Best Practices for Statistics Collection
When you query a table, the query optimizer requires representative statistics on its data in order to choose the best query plan. For many applications, statistics do not need to be accurate to the latest minute. Vertica regularly calls ANALYZE ROW COUNT
, which collects partial statistics and supplies enough data to satisfy many optimizer requirements.
Requesting Statistics
You can explicitly request Vertica to gather detailed information on the data of individual tables and their columns, by calling ANALYZE_STATISTICS
. This function analyzes distribution of column data and storage usage across all projections. Without this data, the query optimizer assumes uniform distribution of data values and equal storage usage for all projections, and creates query plans accordingly.
You can specify the size of the data sample—by default, 10 percent. You can also narrow the scope of the collection by specifying individual columns.
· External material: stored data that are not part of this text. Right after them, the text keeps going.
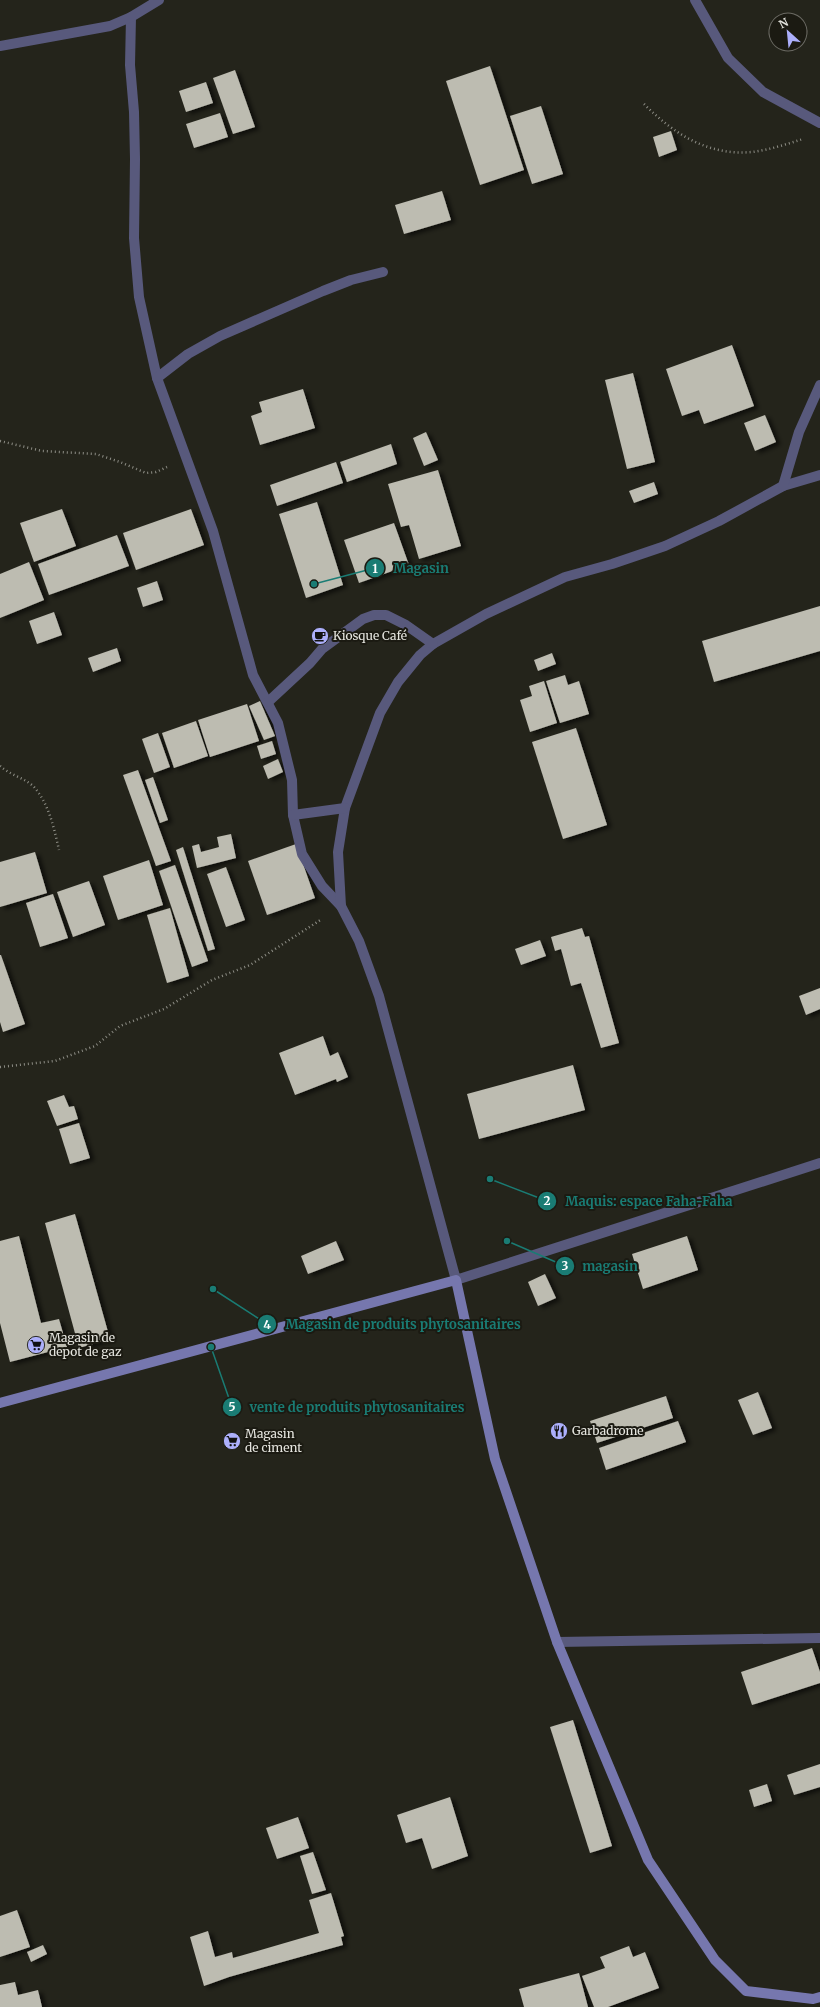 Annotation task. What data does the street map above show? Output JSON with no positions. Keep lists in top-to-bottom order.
{
  "places": {
    "other": [
      "Magasin",
      "Maquis: espace Faha-Faha",
      "magasin",
      "Magasin de produits phytosanitaires",
      "vente de produits phytosanitaires"
    ],
    "cafe": ["Kiosque Café"],
    "supermarket": ["Magasin de depot de gaz", "Magasin de ciment"],
    "restaurant": ["Garbadrome"]
  },
  "north": "top left"
} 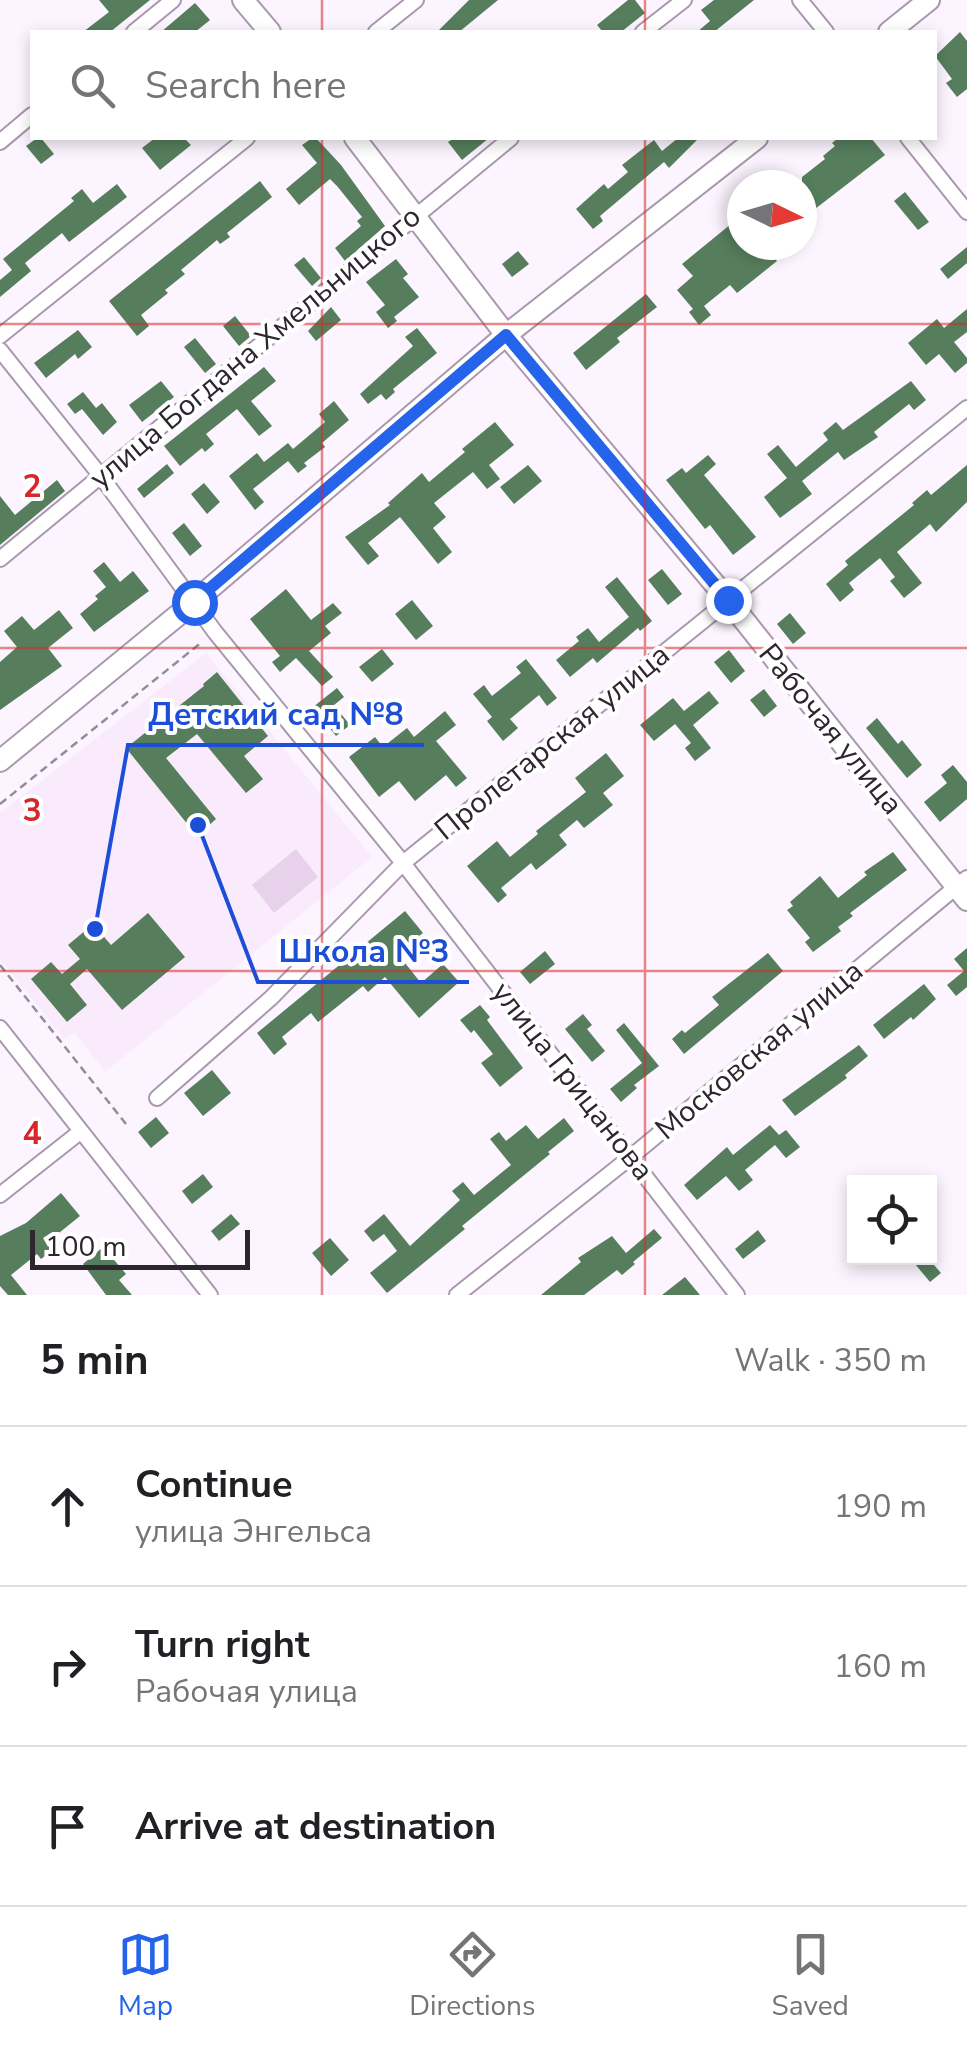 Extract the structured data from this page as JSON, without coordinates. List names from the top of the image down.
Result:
{
  "streets": {
    "street": [
      "улица Богдана Хмельницкого",
      "Рабочая улица",
      "Пролетарская улица",
      "Московская улица",
      "улица Грицанова"
    ]
  },
  "crossings": [
    ["улица Богдана Хмельницкого", "Рабочая улица"],
    ["улица Богдана Хмельницкого", "улица Грицанова"],
    ["Рабочая улица", "Пролетарская улица"],
    ["Рабочая улица", "Московская улица"],
    ["Пролетарская улица", "улица Грицанова"],
    ["Московская улица", "улица Грицанова"]
  ],
  "places": ["Школа №3", "Детский сад №8"],
  "scale_bar": "100 m",
  "north": "right",
  "page": {
    "search": "Search here",
    "scale": "100 m",
    "heading": ["5 min", "Walk · 350 m"],
    "list": [
      ["Continue", "улица Энгельса", "190 m"],
      ["Turn right", "Рабочая улица", "160 m"],
      "Arrive at destination"
    ],
    "nav": ["Map", "Directions", "Saved"]
  },
  "grid": {
    "rows": ["2", "3", "4"]
  }
}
You should call ANALYZE_STATISTICS
on a table or individual columns when one or more of following conditions are true:
- Data is bulk loaded for the first time.
- A new projection is refreshed.
- The number of rows changes significantly.
- A new column is added to the table.
- Column minimum/maximum values change significantly.
- New primary key values with referential integrity constraints are added . The primary key and foreign key tables should be re-analyzed.
- Table size notably changes relative to other tables it is joined to—for example, a table that was 50 times larger than another table is now only five times larger.
- A notable deviation in data distribution necessitates recalculating histograms—for example, an event causes abnormally high levels of trading for a particular stock.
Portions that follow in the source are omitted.